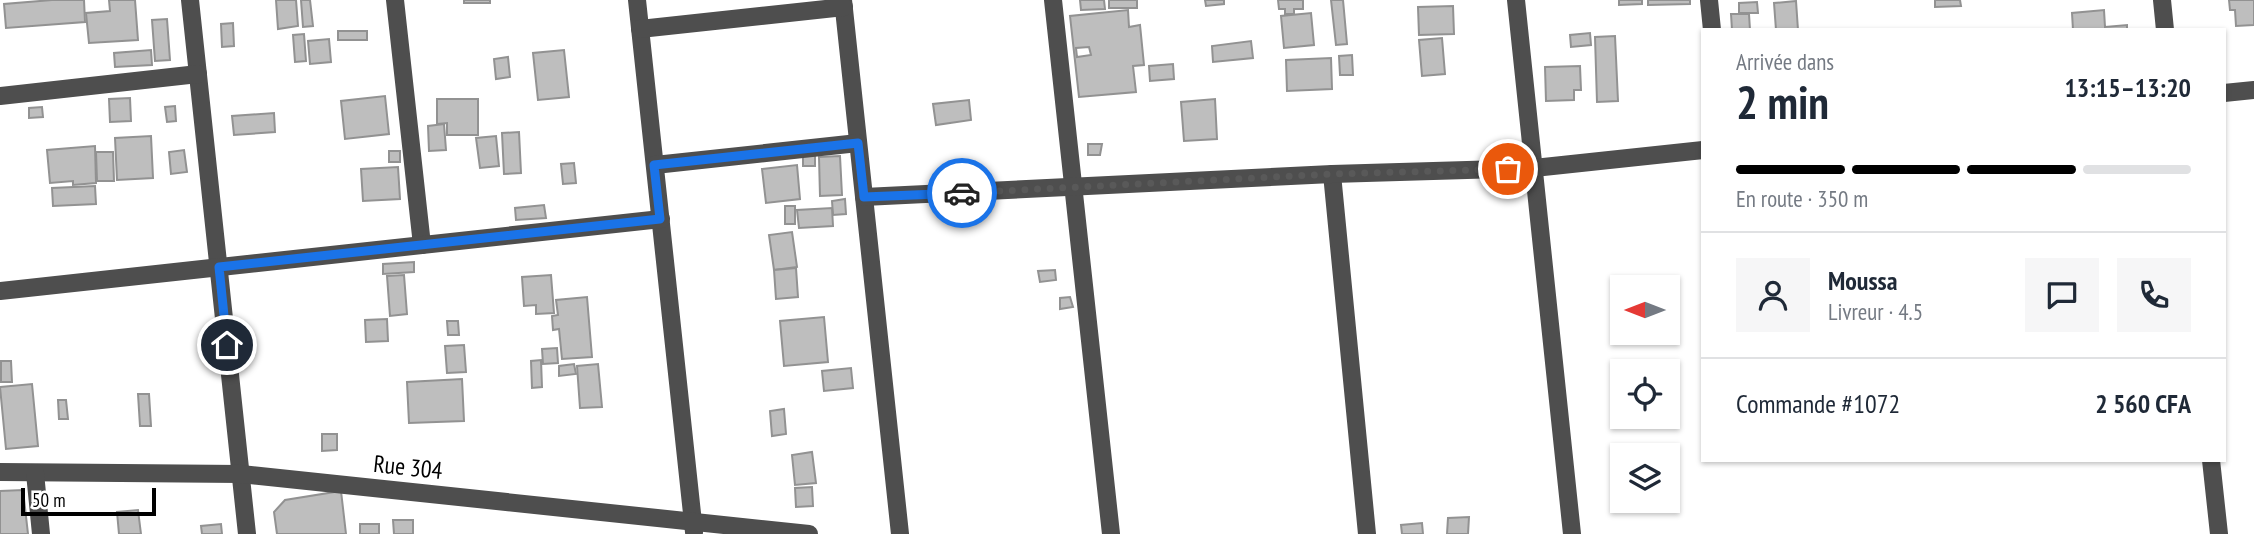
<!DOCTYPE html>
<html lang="fr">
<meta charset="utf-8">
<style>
:root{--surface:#fff;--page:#f6f6f7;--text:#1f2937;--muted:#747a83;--line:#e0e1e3;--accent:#000}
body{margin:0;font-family:"PT Sans Narrow",sans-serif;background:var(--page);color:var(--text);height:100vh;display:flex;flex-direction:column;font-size:26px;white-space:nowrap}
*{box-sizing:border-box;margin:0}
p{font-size:23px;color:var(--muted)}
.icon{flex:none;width:38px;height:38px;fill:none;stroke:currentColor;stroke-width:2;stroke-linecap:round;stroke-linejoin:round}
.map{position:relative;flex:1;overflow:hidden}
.panel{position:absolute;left:1701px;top:28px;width:525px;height:434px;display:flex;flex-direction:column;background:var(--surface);border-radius:0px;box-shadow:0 2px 5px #0004}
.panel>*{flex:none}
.needle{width:46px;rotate:270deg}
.tools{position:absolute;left:1610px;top:275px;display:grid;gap:14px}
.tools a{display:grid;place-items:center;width:70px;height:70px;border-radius:0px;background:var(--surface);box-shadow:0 2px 5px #0004;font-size:35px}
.scale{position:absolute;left:21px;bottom:18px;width:135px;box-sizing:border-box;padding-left:7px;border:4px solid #000;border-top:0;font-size:19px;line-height:24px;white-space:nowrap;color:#000;-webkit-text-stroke:5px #fff;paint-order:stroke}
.pin{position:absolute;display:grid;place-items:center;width:60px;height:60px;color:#fff;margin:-30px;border:4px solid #fff;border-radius:50%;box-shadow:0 2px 7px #0007}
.courier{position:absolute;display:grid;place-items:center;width:70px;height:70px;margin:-35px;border:5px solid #1a73e8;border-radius:50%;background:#fff;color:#222;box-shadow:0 2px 9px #0007}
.head em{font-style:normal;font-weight:700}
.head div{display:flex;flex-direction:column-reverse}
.head{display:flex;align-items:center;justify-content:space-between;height:119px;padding:0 35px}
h1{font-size:46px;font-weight:700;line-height:52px}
.bar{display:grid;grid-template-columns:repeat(4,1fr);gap:10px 7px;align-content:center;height:84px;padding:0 35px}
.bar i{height:9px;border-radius:5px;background:var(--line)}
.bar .on{background:var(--accent)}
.bar p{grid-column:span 4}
.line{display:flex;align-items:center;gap:18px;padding:0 35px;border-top:2px solid var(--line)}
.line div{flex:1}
.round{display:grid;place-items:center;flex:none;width:74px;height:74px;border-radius:0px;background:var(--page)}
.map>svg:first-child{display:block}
</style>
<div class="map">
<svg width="2254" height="534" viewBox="0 0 2254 534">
<rect width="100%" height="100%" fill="#fff"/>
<g fill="#bebebe" stroke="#929292" stroke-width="2" fill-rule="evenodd">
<polygon points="52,0 84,0 85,22 6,28 4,4"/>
<polygon points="109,0 135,0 138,40 89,43 86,13 110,11"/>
<polygon points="276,0 296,0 298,26 278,29"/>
<polygon points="301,0 310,0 313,26 303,27"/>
<rect x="464" y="0" width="26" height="3"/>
<polygon points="1080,0 1104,0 1105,9 1081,10"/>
<rect x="1109" y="0" width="28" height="8"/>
<polygon points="1205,0 1224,0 1224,4 1206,6"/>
<polygon points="1278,0 1303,0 1303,9 1294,9 1294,14 1285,14 1285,9 1279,9"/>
<polygon points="1331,0 1343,0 1347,44 1336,45"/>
<polygon points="1619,0 1642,0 1642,4 1619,5"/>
<polygon points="1648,0 1690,0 1690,4 1648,5"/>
<polygon points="1935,0 1960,0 1961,6 1935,7"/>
<polygon points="2229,0 2254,0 2254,25 2236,26 2235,10 2230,10"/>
<polygon points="1796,1 1798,30 1776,30 1774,3"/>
<polygon points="1757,2 1758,13 1739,13 1739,3"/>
<polygon points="1453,6 1454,34 1419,35 1418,7"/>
<path d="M1128,10l1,17 11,-2 4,40 -11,1 3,26 -57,5 -9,-81zM1089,47l2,8 -14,2 -1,-9z"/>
<polygon points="2104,10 2105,27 2127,25 2127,30 2073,30 2072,13"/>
<polygon points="1311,13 1314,45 1284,48 1281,16"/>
<polygon points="1731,14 1749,14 1750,30 1732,30"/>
<polygon points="167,19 170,60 155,61 152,20"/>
<polygon points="233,23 234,46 222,47 221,24"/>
<rect x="338" y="31" width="29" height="9"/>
<polygon points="1590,33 1591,45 1571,47 1570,35"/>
<polygon points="304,34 306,61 295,62 293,35"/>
<polygon points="1615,36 1618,101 1597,102 1595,37"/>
<polygon points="1442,38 1445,74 1422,76 1419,40"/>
<polygon points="329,39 331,62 310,64 308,41"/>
<polygon points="1251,41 1253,58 1213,62 1212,46"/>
<polygon points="151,50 152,65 115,67 114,53"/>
<polygon points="564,50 569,97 538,100 533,53"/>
<polygon points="1352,55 1353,75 1340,75 1339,56"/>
<polygon points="508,57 510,77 496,79 494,59"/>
<polygon points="1331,58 1332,89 1287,91 1286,60"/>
<polygon points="1173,64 1174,79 1150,81 1149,66"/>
<polygon points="1580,66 1581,90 1574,90 1574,100 1546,101 1545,67"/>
<polygon points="385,96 389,134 345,139 341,101"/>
<polygon points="130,98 131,121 110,122 109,99"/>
<polygon points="437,99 478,99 478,135 447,135 447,123 437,124"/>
<polygon points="1215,99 1217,139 1184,141 1181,102"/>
<polygon points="969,100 971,120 936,125 933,104"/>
<polygon points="175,106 176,121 167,122 165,107"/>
<polygon points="42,107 43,117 29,118 29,108"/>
<polygon points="274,113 275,132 234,135 232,116"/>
<polygon points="444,124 446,150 429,151 428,126"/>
<polygon points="519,132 521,173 504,174 502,133"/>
<polygon points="151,136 153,178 117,180 115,138"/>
<polygon points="496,136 499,166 480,168 476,138"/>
<polygon points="1088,144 1102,144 1100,155 1088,155"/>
<polygon points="95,146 96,183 73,185 73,181 50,183 47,150"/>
<polygon points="184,150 187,172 171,174 169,152"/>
<rect x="389" y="151" width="11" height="11"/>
<polygon points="96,152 113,152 114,181 97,181"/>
<polygon points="815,155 815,166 803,166 803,156"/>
<polygon points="840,156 842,195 820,196 819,157"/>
<polygon points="574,163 576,183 563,184 561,164"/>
<polygon points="797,165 800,199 766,203 762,169"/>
<polygon points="398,167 400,199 363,201 361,169"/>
<polygon points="95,186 96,204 53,206 52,188"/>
<polygon points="845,199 846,214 833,215 832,201"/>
<polygon points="544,205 546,218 516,220 515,208"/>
<rect x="785" y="206" width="10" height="18"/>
<polygon points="832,208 833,226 799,228 797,210"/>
<polygon points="792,232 797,267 774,270 769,235"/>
<polygon points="414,262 414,272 383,274 383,264"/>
<polygon points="796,268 798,297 776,299 774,270"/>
<polygon points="1055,270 1056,280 1040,282 1038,271"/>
<polygon points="404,275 407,314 390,316 387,276"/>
<polygon points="551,275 554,313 536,314 536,305 524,306 522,277"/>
<polygon points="587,297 592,357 562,359 559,329 553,330 552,316 558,315 556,300"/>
<polygon points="1070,297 1073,307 1060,309 1060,298"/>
<polygon points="824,317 828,362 784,366 780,321"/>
<polygon points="387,319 388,341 366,342 365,320"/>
<polygon points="447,321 458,321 459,335 448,335"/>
<polygon points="464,345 466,372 447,373 445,346"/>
<polygon points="557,348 558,363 543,364 542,349"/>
<polygon points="541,360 542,387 532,388 531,361"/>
<polygon points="1,361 11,361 12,382 1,382"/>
<polygon points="574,364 576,374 559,376 559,366"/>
<polygon points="598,364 602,407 580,408 577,366"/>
<polygon points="851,368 853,388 824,391 822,371"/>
<polygon points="462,379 464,421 409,423 407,382"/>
<polygon points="32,384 38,446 6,449 0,387"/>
<polygon points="138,394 149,394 151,426 140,426"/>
<polygon points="58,400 66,400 68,419 59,419"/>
<polygon points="784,409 786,434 772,436 770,411"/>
<polygon points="322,434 337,434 337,450 322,451"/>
<polygon points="812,452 816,483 795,485 792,455"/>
<polygon points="812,487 813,506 796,507 795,488"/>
<polygon points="23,490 28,534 0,534 0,491"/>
<polygon points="341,491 346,534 277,534 274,512 285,500"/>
<polygon points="138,510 141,534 119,534 117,512"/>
<polygon points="1469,517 1468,534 1447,534 1448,518"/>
<polygon points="393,520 413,520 413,534 394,534"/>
<polygon points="1422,523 1423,534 1402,534 1401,525"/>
<polygon points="221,524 222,534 202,534 201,526"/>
<rect x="360" y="524" width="19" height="10"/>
</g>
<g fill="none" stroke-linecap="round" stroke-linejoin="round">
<g stroke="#4e4e4e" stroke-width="18">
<polyline points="190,0 247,534"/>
<polyline points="395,0 422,245"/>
<polyline points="637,0 694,532"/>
<polyline points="843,0 900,534"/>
<polyline points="1053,0 1111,534"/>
<polyline points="1516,0 1572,534"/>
<polyline points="1709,0 1712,30"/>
<polyline points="2162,0 2165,30"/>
<polyline points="640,29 844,7"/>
<polyline points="2224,93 2254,90"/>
<polyline points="0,96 198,74"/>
<polyline points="655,165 858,143"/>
<polyline points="1332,174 1367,534"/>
<polyline points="864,197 1332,174 1534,168 1703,150"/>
<polyline points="0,291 661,219"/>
<polyline points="2211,460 2219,534"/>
<polyline points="0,472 241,474 809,534"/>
<polyline points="35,473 41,534"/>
</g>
</g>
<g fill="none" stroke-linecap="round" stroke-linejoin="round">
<polyline stroke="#595959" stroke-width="7" stroke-dasharray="0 12.6" points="962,193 1332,174 1508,169"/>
<polyline stroke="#1a73e8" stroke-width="9" points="227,345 219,267 660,219 654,165 858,143 864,197 962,193"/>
</g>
<g text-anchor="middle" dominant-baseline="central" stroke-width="5" stroke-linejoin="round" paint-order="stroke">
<g font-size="24" fill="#000" stroke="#fff">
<text transform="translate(408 467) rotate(6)">Rue 304</text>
</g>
</g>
</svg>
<div class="tools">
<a><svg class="needle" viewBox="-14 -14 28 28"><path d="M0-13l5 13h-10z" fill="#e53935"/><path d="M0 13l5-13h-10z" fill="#747a83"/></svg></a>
<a><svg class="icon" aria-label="locate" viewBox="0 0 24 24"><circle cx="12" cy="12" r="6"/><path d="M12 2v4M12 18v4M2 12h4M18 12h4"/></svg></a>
<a><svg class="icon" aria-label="layers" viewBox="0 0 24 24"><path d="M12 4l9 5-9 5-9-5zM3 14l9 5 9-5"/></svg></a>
</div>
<div class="scale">50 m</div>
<div class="pin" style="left:1508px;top:169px;background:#ea580c"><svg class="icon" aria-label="bag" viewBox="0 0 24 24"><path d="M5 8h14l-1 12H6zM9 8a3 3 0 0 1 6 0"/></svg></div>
<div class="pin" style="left:227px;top:345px;background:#1f2937"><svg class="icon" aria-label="home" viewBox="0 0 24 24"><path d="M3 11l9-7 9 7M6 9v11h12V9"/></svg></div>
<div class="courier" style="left:962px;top:193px"><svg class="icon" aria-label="car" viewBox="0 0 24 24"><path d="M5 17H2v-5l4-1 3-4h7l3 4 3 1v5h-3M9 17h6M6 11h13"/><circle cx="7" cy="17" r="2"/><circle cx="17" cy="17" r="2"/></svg></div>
<section class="panel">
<div class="head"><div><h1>2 min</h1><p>Arrivée dans</p></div><em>13:15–13:20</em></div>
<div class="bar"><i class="on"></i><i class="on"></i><i class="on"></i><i></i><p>En route · 350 m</p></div>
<div class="line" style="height:126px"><a class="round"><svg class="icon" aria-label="person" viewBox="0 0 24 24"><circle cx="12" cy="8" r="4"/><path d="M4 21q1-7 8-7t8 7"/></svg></a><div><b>Moussa</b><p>Livreur · 4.5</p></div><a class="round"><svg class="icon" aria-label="chat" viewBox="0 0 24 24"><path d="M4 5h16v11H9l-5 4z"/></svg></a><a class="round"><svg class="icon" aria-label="phone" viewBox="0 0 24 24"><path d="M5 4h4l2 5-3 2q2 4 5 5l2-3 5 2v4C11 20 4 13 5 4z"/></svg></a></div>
<div class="line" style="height:91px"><div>Commande #1072</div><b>2 560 CFA</b></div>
</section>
</div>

▬▬▬▬▬▬

:: Exercise prompt ::
All lines in the entries above that hold the word "sizing" need to be copied.

:: Response area ::
*{box-sizing:border-box;margin:0}
.scale{position:absolute;left:21px;bottom:18px;width:135px;box-sizing:border-box;padding-left:7px;border:4px solid #000;border-top:0;font-size:19px;line-height:24px;white-space:nowrap;color:#000;-webkit-text-stroke:5px #fff;paint-order:stroke}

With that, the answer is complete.